Orally Administered Beraprost Sodium Inhibits Pulmonary Hypertension Induced by Monocrotaline in Rats.

Abstract

Rats were fed on distilled water (DW) or DW containing beraprost sodium (BPS). BPS concentration was 1.5 or 3.0 mu/ml in DW for the low BPS groups and 6.0 or 10.0 mu/ml in DW for the high BPS group. Monocrotaline (MCT) was subcutaneously given (60 mg/kg), and saline was injected as control. Data were analyzed among the following groups; Groups (Saline + DW), (Saline + Low BPS), (MCT + DW), (MCT + Low BPS) and (MCT + High BPS). Three weeks later, pulmonary (Ppa) and systemic (Psa) arterial pressure were measured under anesthesia.

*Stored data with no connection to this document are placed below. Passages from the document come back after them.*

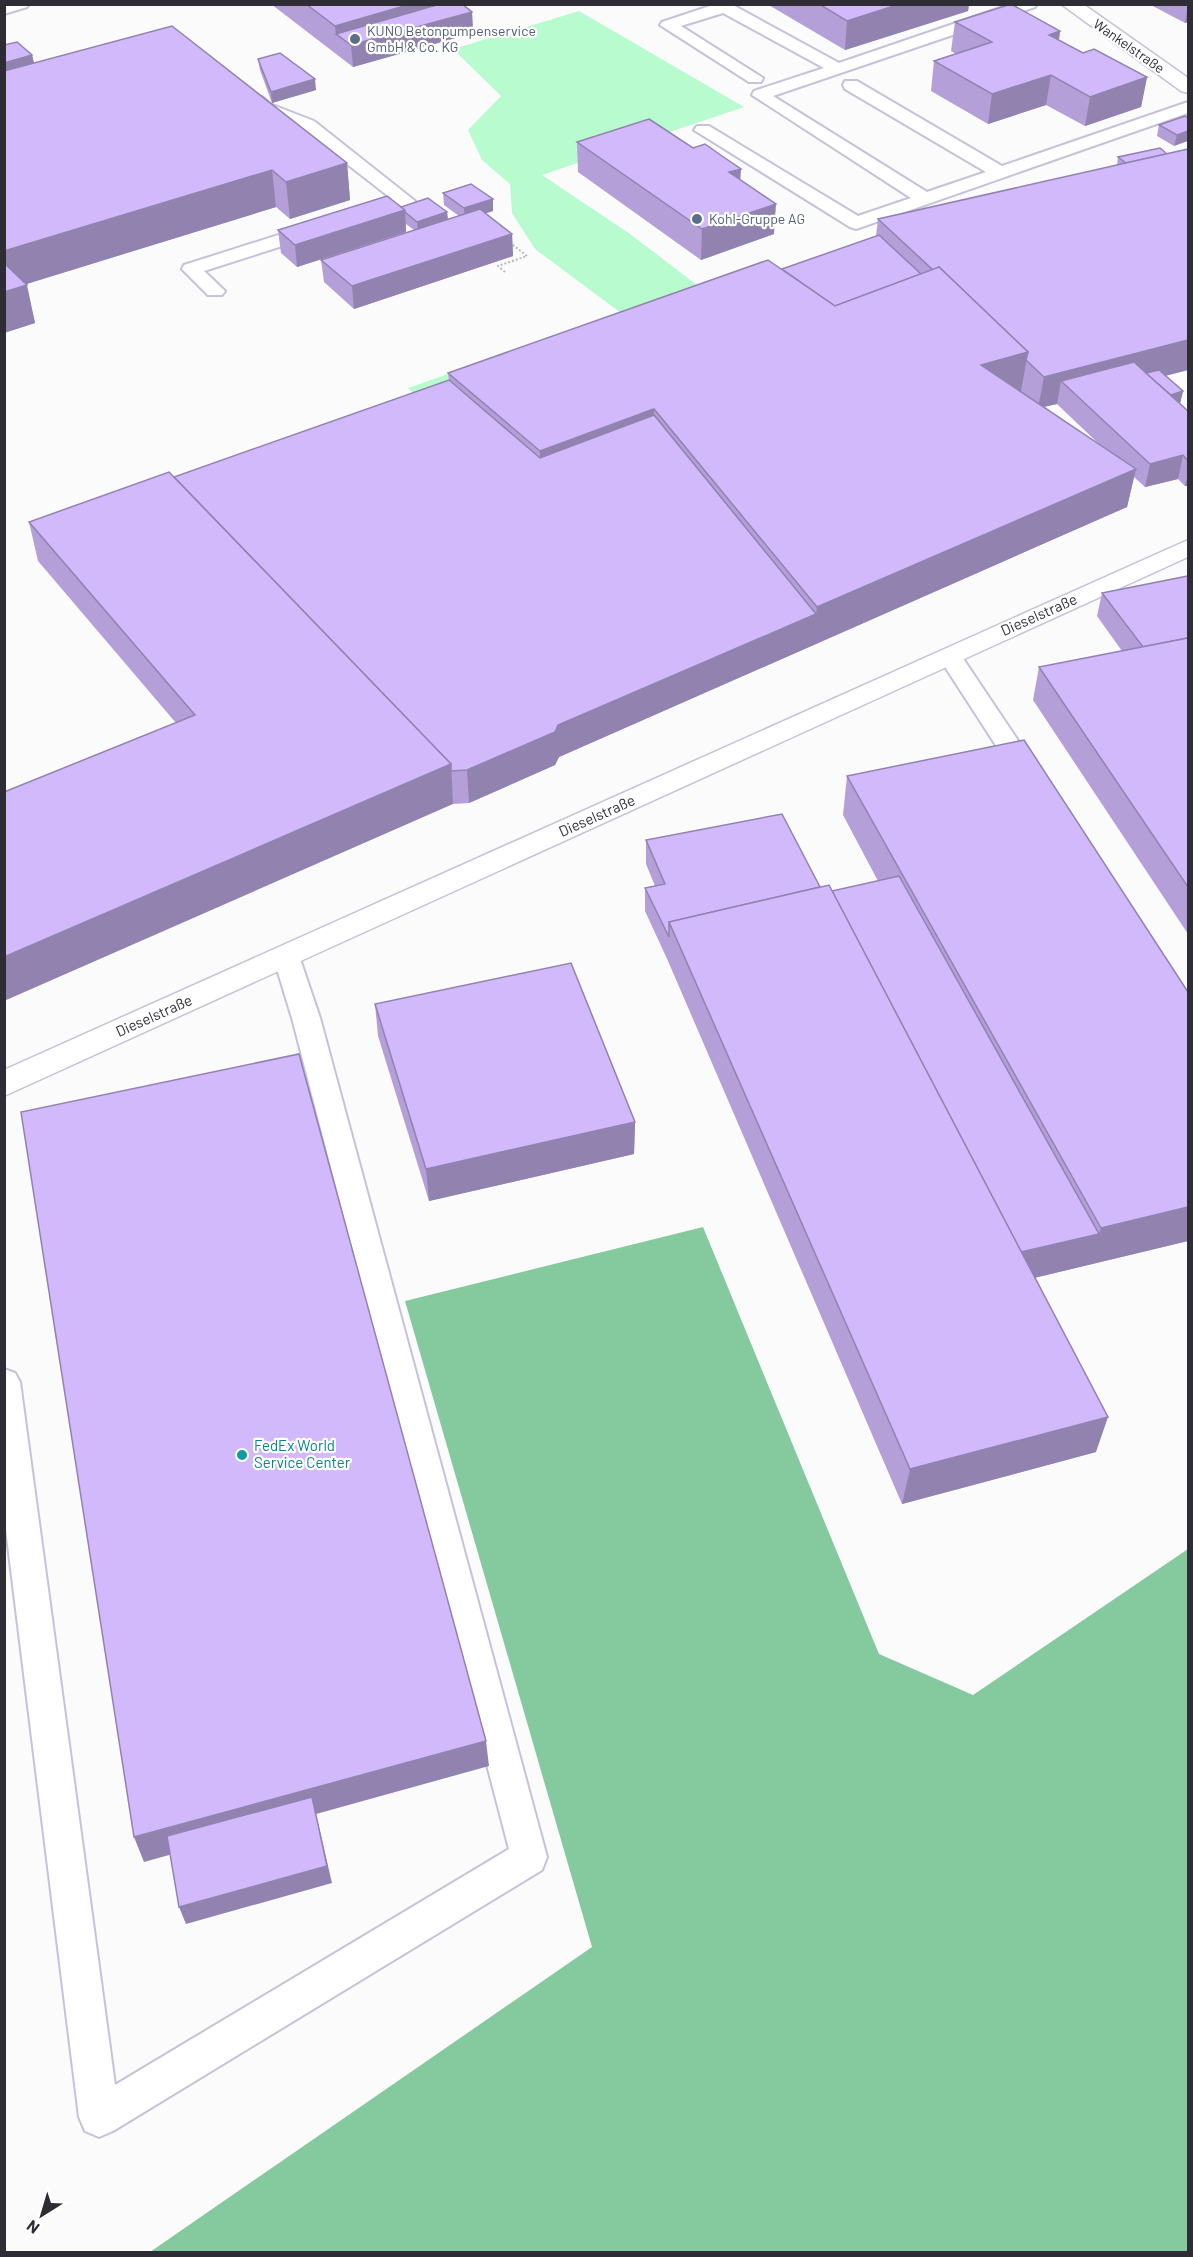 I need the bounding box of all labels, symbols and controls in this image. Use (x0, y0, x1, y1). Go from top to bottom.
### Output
street label: Wankelstraße (1090, 15, 1168, 76)
place label: KUNO Betonpumpenservice GmbH & Co. KG (367, 22, 536, 55)
marker: KUNO Betonpumpenservice GmbH & Co. KG (348, 32, 362, 46)
place label: Kohl-Gruppe AG (709, 210, 805, 227)
marker: Kohl-Gruppe AG (690, 212, 704, 226)
street label: Dieselstraße (998, 589, 1080, 639)
street label: Dieselstraße (556, 790, 638, 840)
street label: Dieselstraße (113, 990, 195, 1040)
place label: FedEx World Service Center (254, 1436, 351, 1471)
marker: FedEx World Service Center (235, 1448, 249, 1462)
north arrow (12, 2185, 72, 2245)
text: N (23, 2217, 43, 2238)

MCT caused significant elevation of Ppa [18.3 +/- 0.6 cmH2O for Group (Saline + DW) vs. 27.2 +/- 1.2 cmH2O for Group (MCT + DW), p < 0.001, mean +/- S.E.] and Ppa was significantly and dose-dependently suppressed by BPS; Group (MCT + DW) vs. Groups (MCT + Low BPS), 23.4 +/- 0.7 cmH2O and (MCT + High BPS), 22.5 +/- 0.5 cmH2O, p < 0.05, mean +/- S.E.). Psa was not lowered dose-dependently by BPS. We conclude that oral beraprost sodium suppresses pulmonary hypertension produced by monocrotaline in rat.